Records excerpted from a collection
────────────────

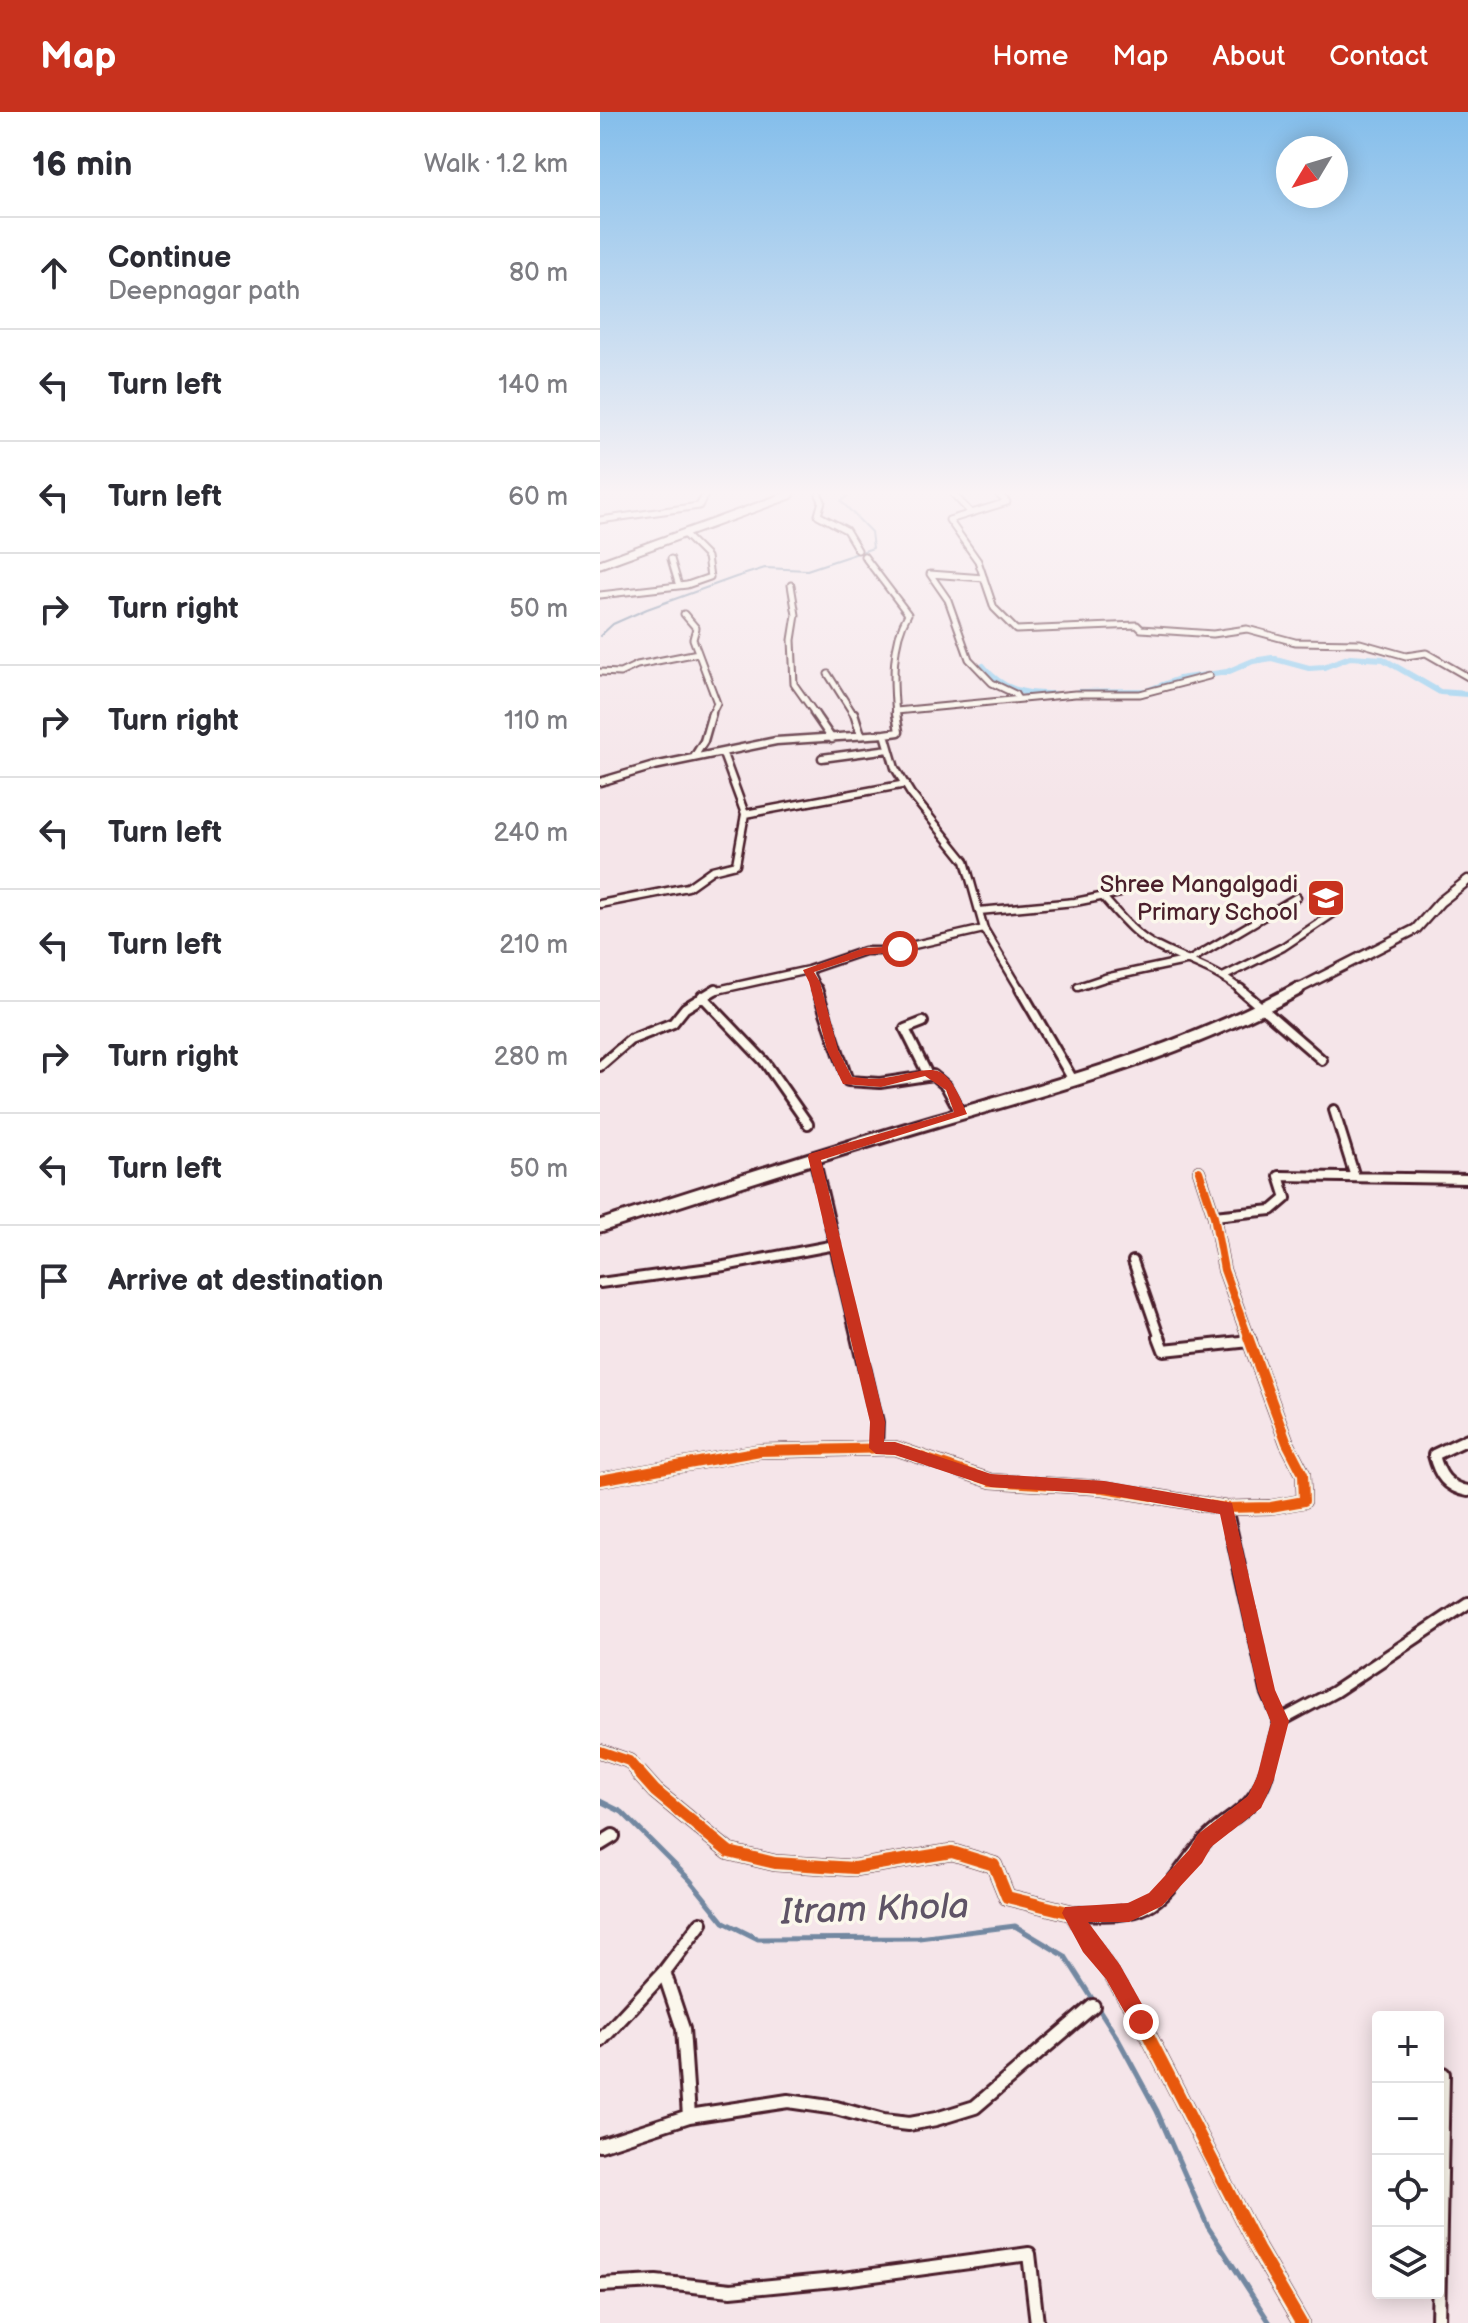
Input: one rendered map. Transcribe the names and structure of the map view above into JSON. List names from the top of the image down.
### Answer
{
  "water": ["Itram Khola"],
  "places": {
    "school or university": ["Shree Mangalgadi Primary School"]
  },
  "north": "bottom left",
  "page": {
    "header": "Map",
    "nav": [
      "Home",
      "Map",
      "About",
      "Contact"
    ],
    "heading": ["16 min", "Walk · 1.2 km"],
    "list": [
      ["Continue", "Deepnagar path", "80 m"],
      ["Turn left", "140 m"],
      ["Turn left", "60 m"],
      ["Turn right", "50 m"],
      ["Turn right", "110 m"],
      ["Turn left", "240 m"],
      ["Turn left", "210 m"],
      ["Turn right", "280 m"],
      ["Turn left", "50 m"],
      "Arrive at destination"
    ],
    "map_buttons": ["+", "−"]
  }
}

────────────────

Work request » Copy the data verbatim, skipping any image it holds.

The completed task »
Input: one rendered map. Transcribe the names and structure of the map view above into JSON. List names from the top of the image down.
### Answer
{
  "water": ["Itram Khola"],
  "places": {
    "school or university": ["Shree Mangalgadi Primary School"]
  },
  "north": "bottom left",
  "page": {
    "header": "Map",
    "nav": [
      "Home",
      "Map",
      "About",
      "Contact"
    ],
    "heading": ["16 min", "Walk · 1.2 km"],
    "list": [
      ["Continue", "Deepnagar path", "80 m"],
      ["Turn left", "140 m"],
      ["Turn left", "60 m"],
      ["Turn right", "50 m"],
      ["Turn right", "110 m"],
      ["Turn left", "240 m"],
      ["Turn left", "210 m"],
      ["Turn right", "280 m"],
      ["Turn left", "50 m"],
      "Arrive at destination"
    ],
    "map_buttons": ["+", "−"]
  }
}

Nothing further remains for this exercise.